The response has to reproduce all entries exactly while excluding their pictures.

GIVEN DATA section start

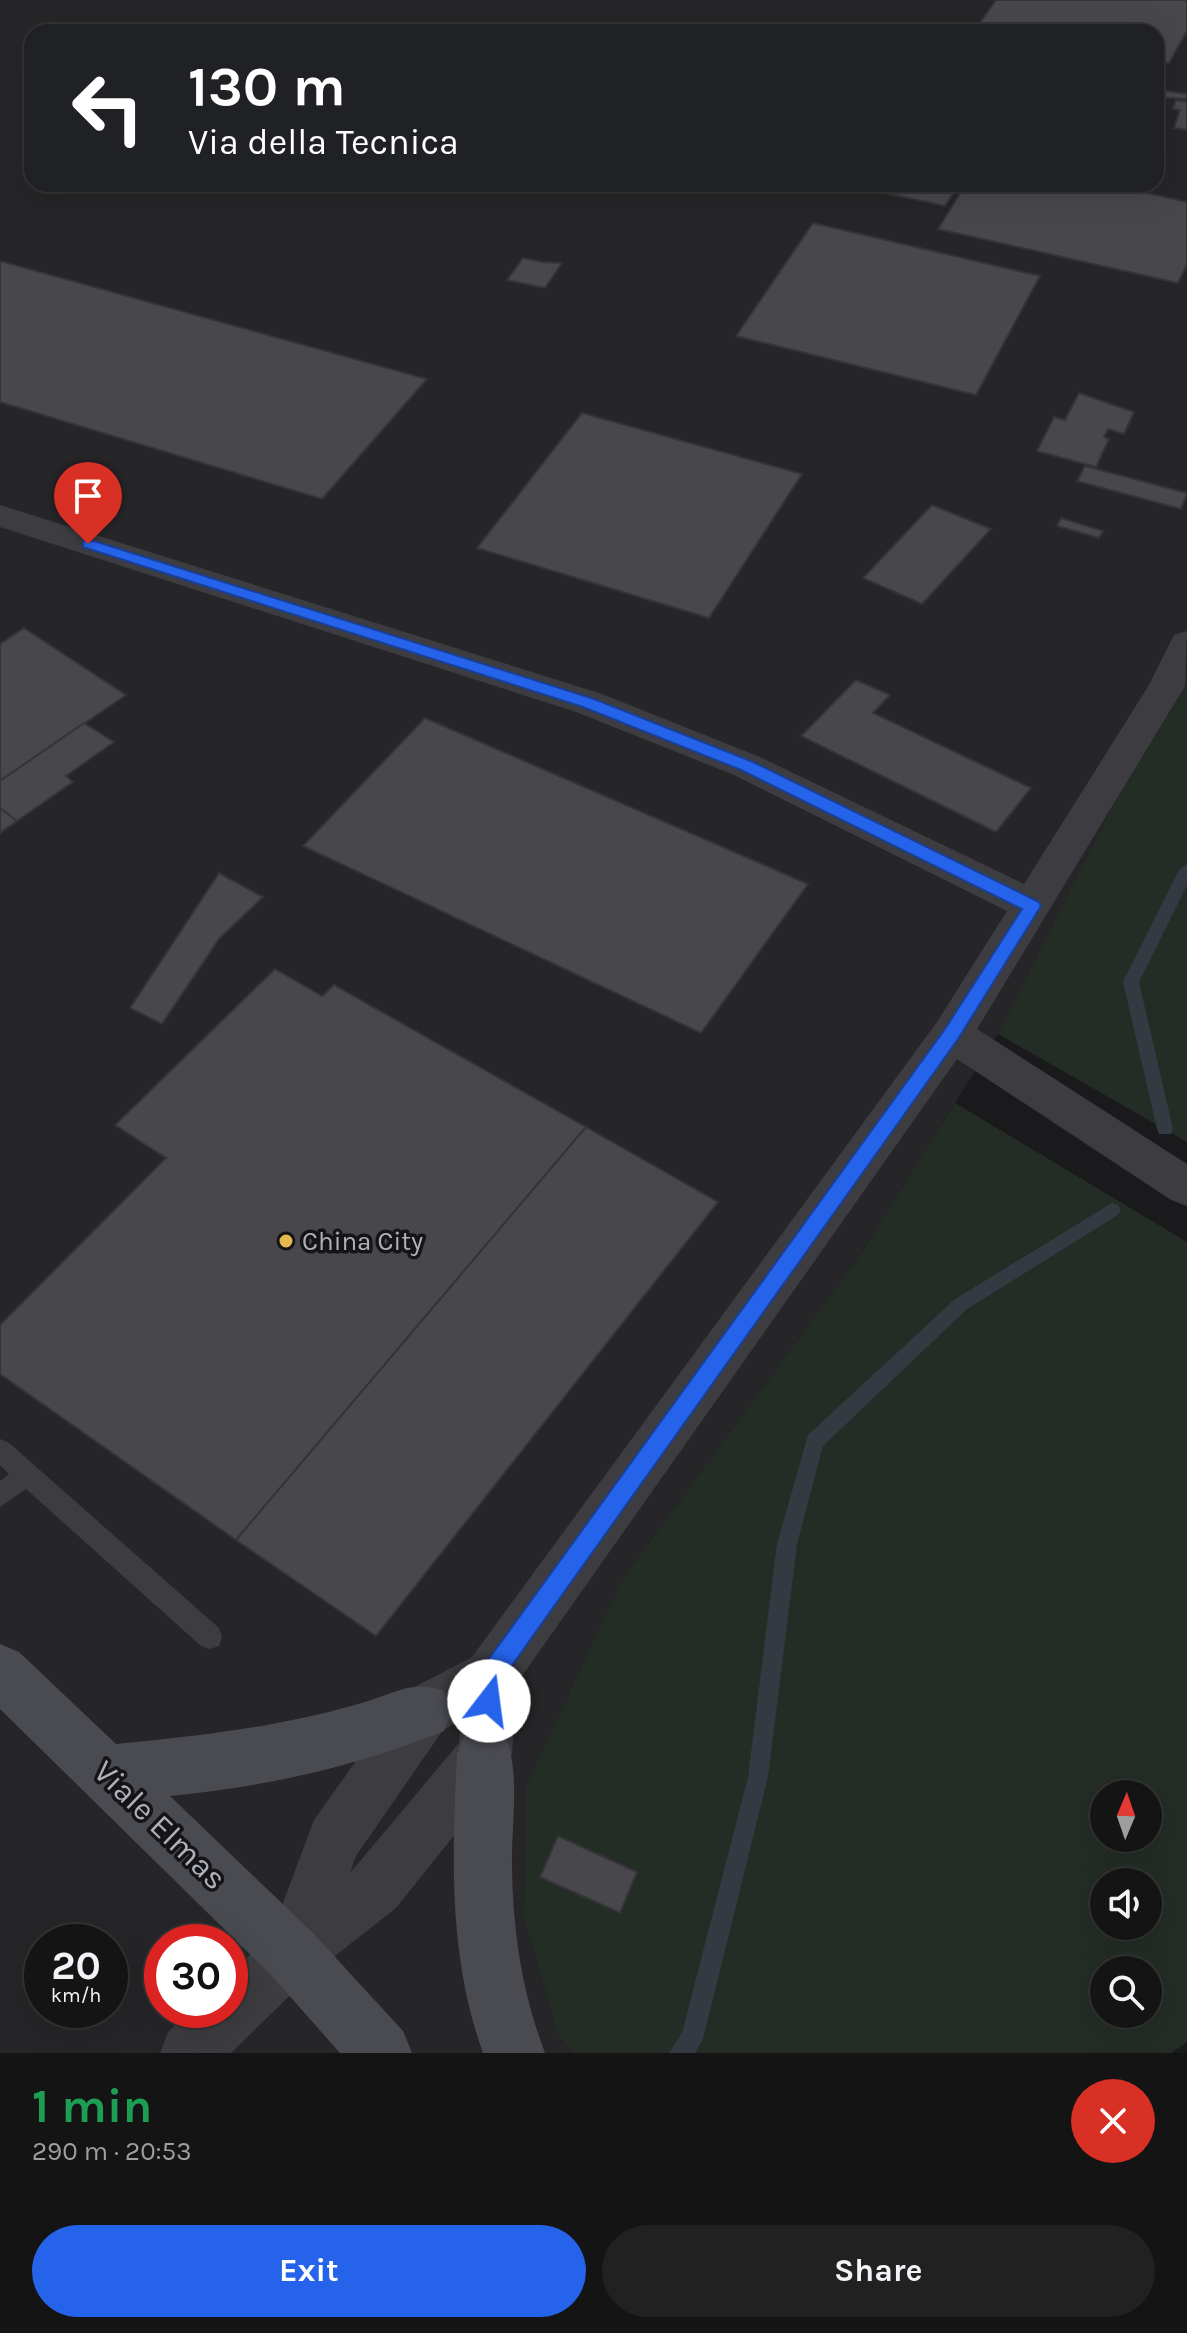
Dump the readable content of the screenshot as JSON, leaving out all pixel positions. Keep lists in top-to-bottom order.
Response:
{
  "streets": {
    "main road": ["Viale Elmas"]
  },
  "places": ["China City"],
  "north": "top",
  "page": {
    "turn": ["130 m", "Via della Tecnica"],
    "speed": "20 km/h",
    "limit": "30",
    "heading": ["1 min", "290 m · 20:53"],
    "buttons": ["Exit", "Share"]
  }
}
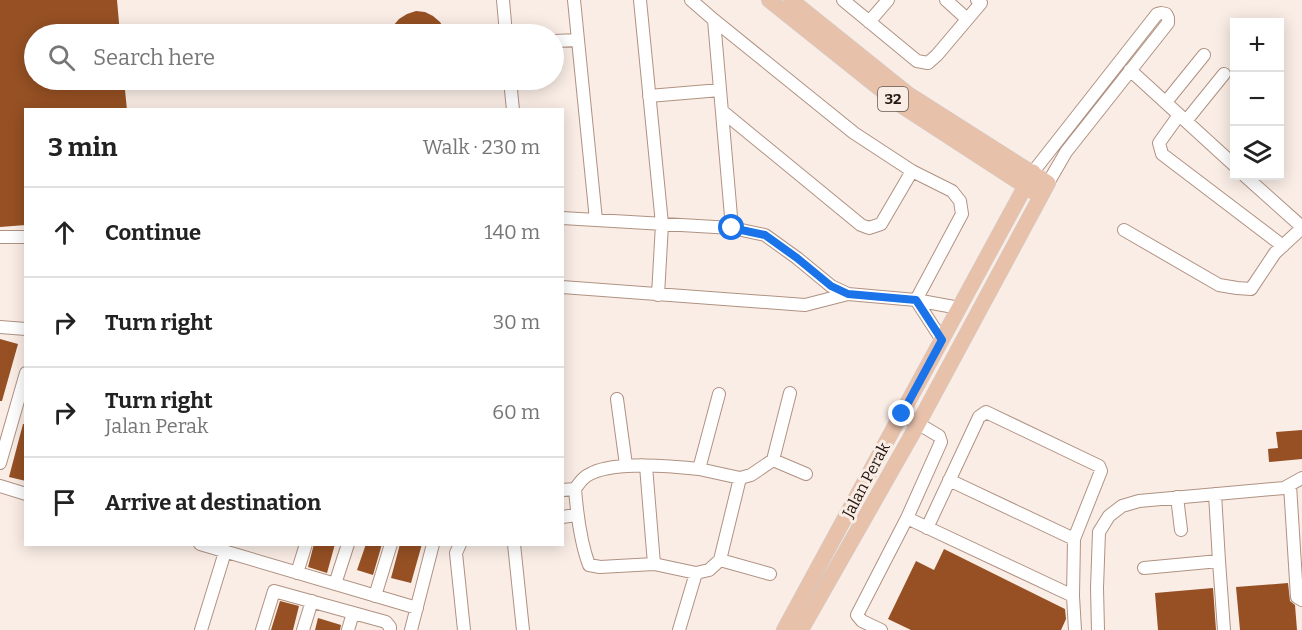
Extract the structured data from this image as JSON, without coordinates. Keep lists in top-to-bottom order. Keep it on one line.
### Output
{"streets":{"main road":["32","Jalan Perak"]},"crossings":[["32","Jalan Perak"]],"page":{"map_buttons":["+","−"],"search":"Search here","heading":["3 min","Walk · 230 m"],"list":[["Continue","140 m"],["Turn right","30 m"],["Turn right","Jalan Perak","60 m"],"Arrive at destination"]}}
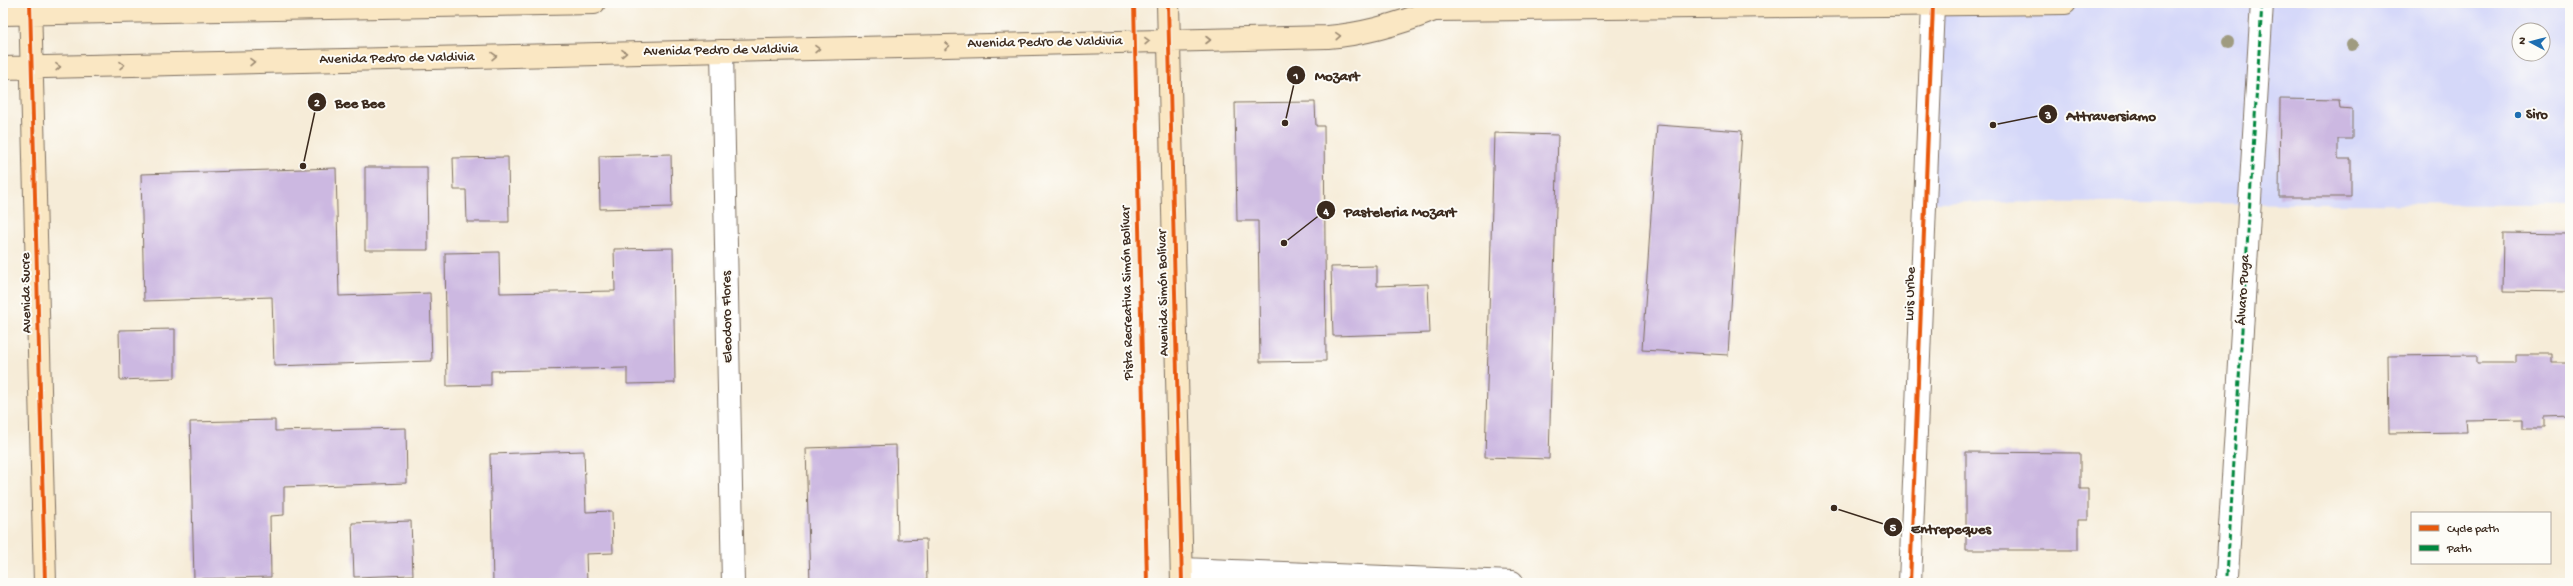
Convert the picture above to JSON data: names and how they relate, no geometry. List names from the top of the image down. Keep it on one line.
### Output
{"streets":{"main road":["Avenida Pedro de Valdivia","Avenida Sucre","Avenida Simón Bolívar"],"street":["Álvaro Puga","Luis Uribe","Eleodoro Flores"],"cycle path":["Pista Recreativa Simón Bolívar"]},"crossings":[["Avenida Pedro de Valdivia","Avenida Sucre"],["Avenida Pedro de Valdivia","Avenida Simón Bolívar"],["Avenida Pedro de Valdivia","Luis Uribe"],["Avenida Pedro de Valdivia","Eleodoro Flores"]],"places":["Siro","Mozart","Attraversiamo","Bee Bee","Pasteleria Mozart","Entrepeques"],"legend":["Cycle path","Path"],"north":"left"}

GIVEN DATA section end

**COMPLETED EXERCISE:**
Dump the readable content of the screenshot as JSON, leaving out all pixel positions. Keep lists in top-to-bottom order.
Response:
{
  "streets": {
    "main road": ["Viale Elmas"]
  },
  "places": ["China City"],
  "north": "top",
  "page": {
    "turn": ["130 m", "Via della Tecnica"],
    "speed": "20 km/h",
    "limit": "30",
    "heading": ["1 min", "290 m · 20:53"],
    "buttons": ["Exit", "Share"]
  }
}
Extract the structured data from this image as JSON, without coordinates. Keep lists in top-to-bottom order. Keep it on one line.
### Output
{"streets":{"main road":["32","Jalan Perak"]},"crossings":[["32","Jalan Perak"]],"page":{"map_buttons":["+","−"],"search":"Search here","heading":["3 min","Walk · 230 m"],"list":[["Continue","140 m"],["Turn right","30 m"],["Turn right","Jalan Perak","60 m"],"Arrive at destination"]}}
Convert the picture above to JSON data: names and how they relate, no geometry. List names from the top of the image down. Keep it on one line.
### Output
{"streets":{"main road":["Avenida Pedro de Valdivia","Avenida Sucre","Avenida Simón Bolívar"],"street":["Álvaro Puga","Luis Uribe","Eleodoro Flores"],"cycle path":["Pista Recreativa Simón Bolívar"]},"crossings":[["Avenida Pedro de Valdivia","Avenida Sucre"],["Avenida Pedro de Valdivia","Avenida Simón Bolívar"],["Avenida Pedro de Valdivia","Luis Uribe"],["Avenida Pedro de Valdivia","Eleodoro Flores"]],"places":["Siro","Mozart","Attraversiamo","Bee Bee","Pasteleria Mozart","Entrepeques"],"legend":["Cycle path","Path"],"north":"left"}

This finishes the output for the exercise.